* Dataset *
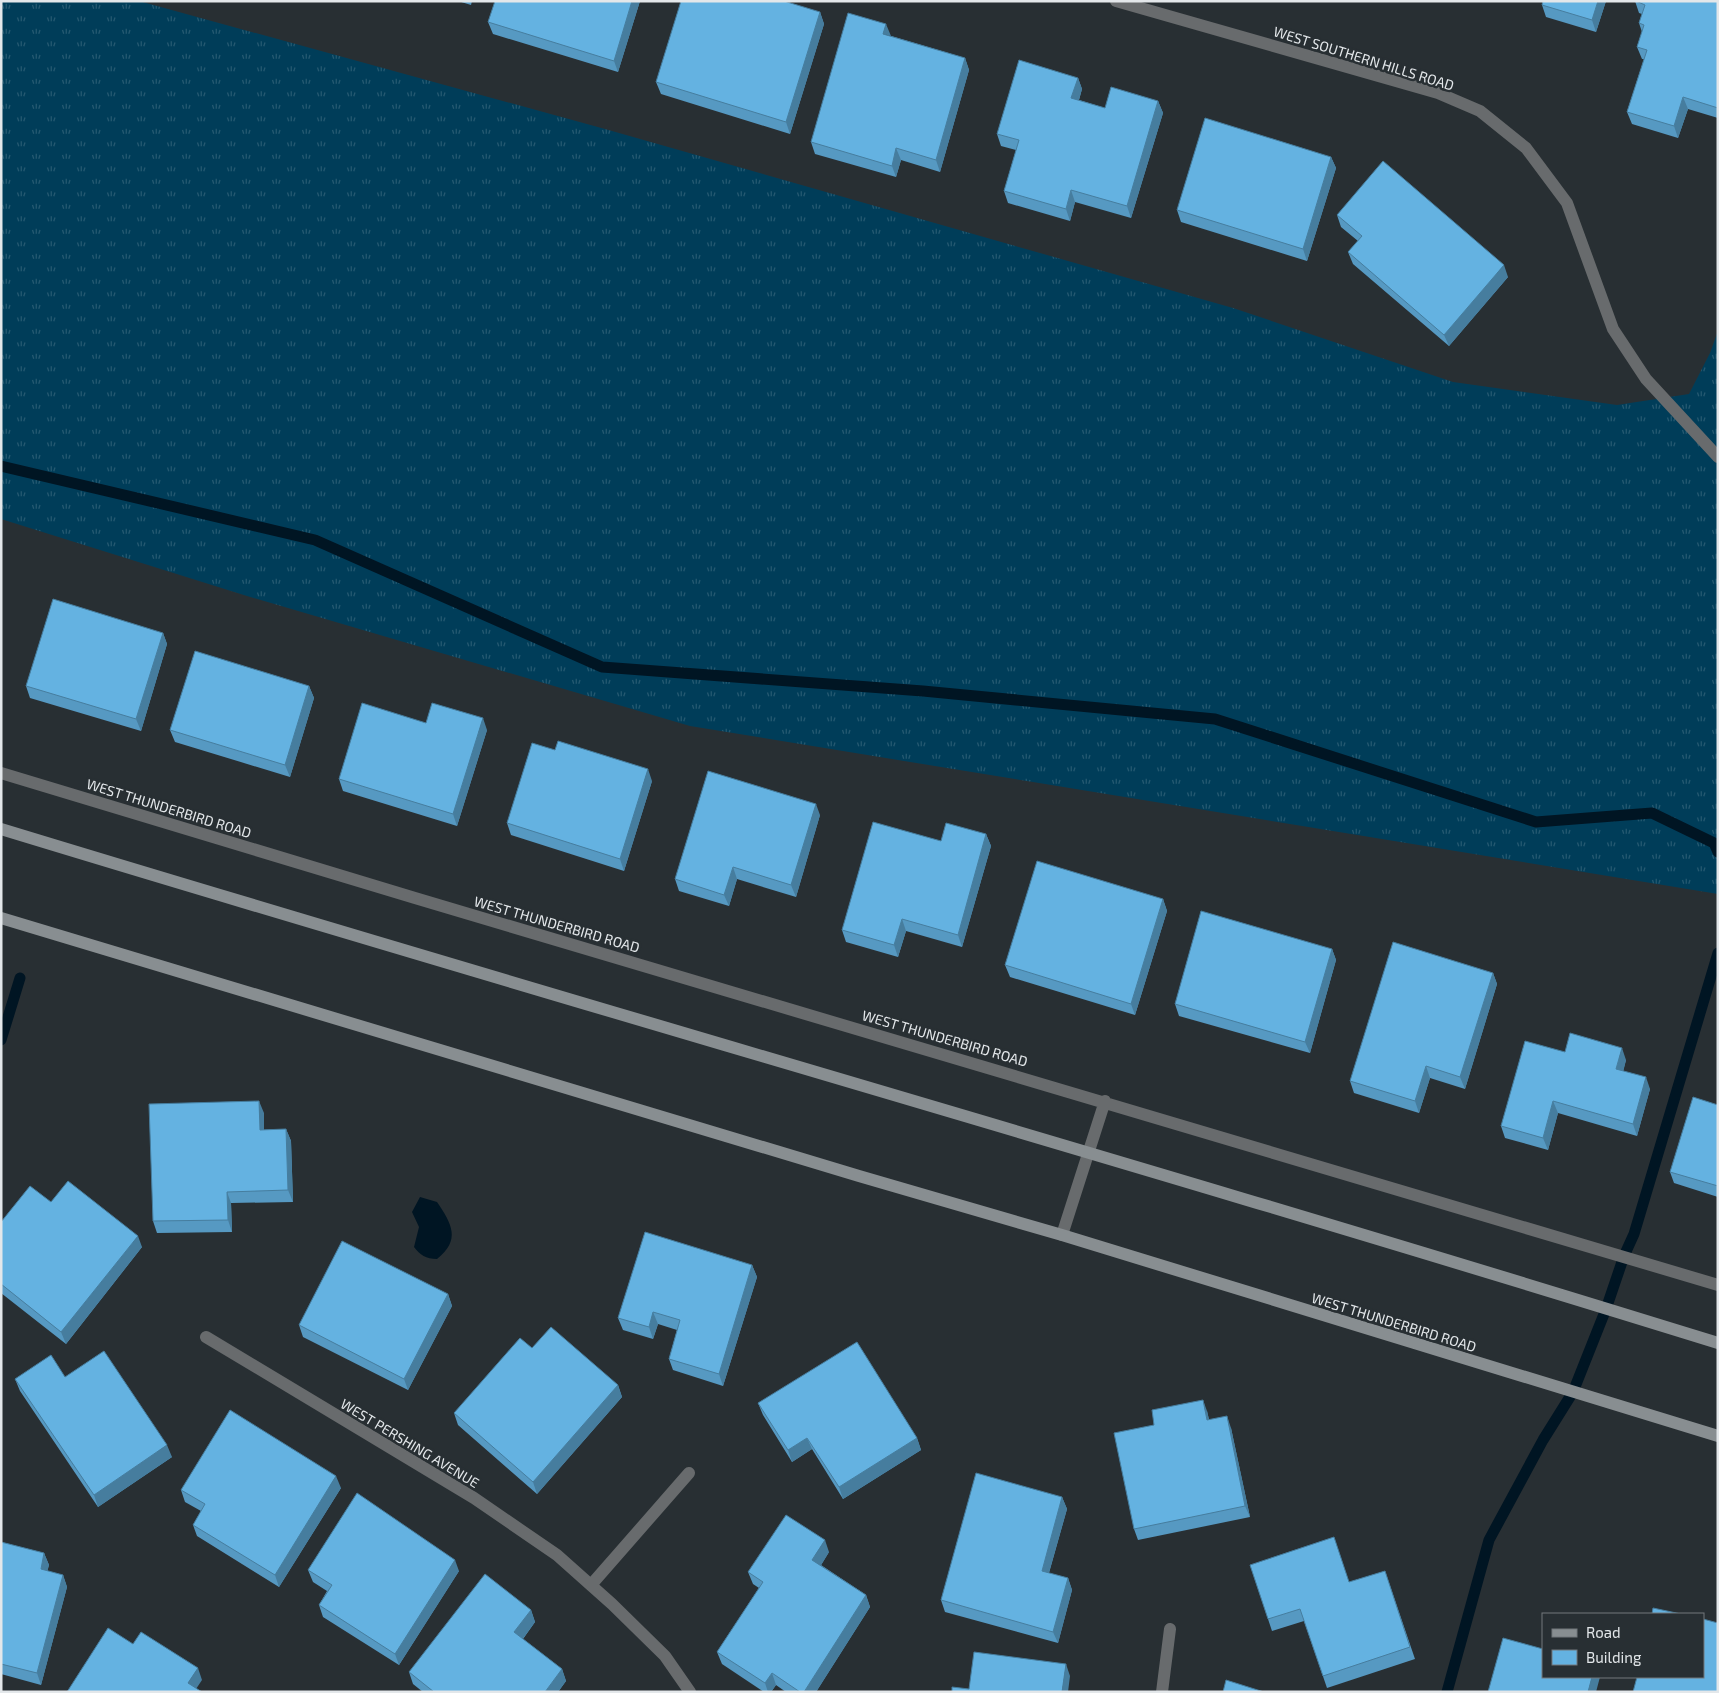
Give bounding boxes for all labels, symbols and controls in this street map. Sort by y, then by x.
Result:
street label: WEST SOUTHERN HILLS ROAD [1272,22,1456,94]
street label: WEST THUNDERBIRD ROAD [85,775,253,841]
street label: WEST THUNDERBIRD ROAD [472,892,642,956]
street label: WEST THUNDERBIRD ROAD [860,1006,1030,1070]
street label: WEST THUNDERBIRD ROAD [1310,1289,1478,1355]
street label: WEST PERSHING AVENUE [338,1395,482,1491]
legend [1542,1613,1704,1678]
text: Road [1586,1623,1621,1641]
text: Building [1586,1648,1642,1666]

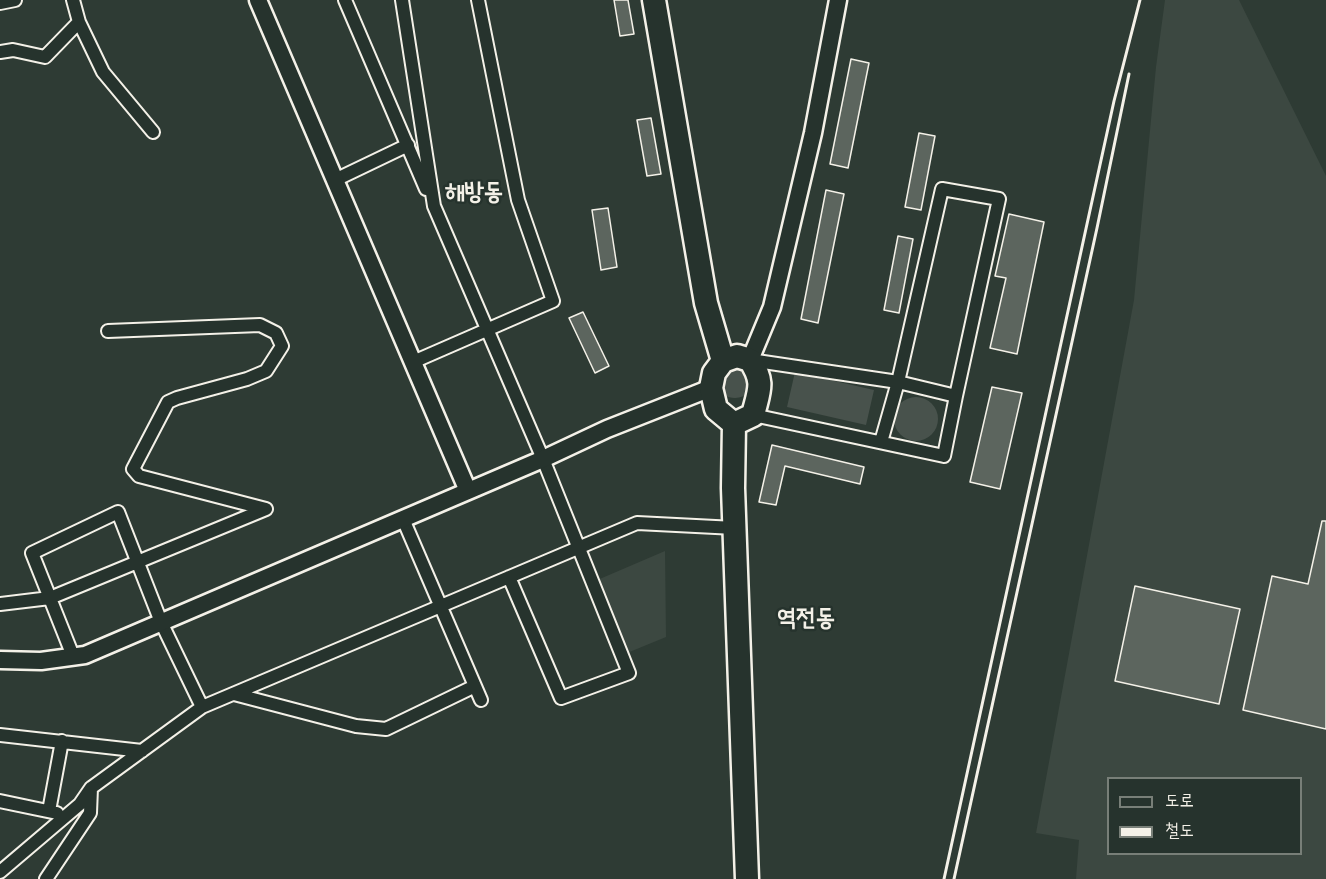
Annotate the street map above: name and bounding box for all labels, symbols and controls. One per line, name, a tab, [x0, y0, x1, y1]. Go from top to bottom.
district label: 해방동	[445, 181, 503, 209]
district label: 역전동	[777, 607, 835, 635]
legend	[1107, 777, 1302, 855]
text: 도로	[1165, 789, 1194, 815]
text: 철도	[1165, 819, 1194, 845]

* What to work on *
Go through the entries above and write them out again exactly, images left behind.

* Task result *
Give bounding boxes for all labels, symbols and controls in this street map. Sort by y, then by x.
Result:
street label: WEST SOUTHERN HILLS ROAD [1272,22,1456,94]
street label: WEST THUNDERBIRD ROAD [85,775,253,841]
street label: WEST THUNDERBIRD ROAD [472,892,642,956]
street label: WEST THUNDERBIRD ROAD [860,1006,1030,1070]
street label: WEST THUNDERBIRD ROAD [1310,1289,1478,1355]
street label: WEST PERSHING AVENUE [338,1395,482,1491]
legend [1542,1613,1704,1678]
text: Road [1586,1623,1621,1641]
text: Building [1586,1648,1642,1666]

Annotate the street map above: name and bounding box for all labels, symbols and controls. One per line, name, a tab, [x0, y0, x1, y1]. Go from top to bottom.
district label: 해방동	[445, 181, 503, 209]
district label: 역전동	[777, 607, 835, 635]
legend	[1107, 777, 1302, 855]
text: 도로	[1165, 789, 1194, 815]
text: 철도	[1165, 819, 1194, 845]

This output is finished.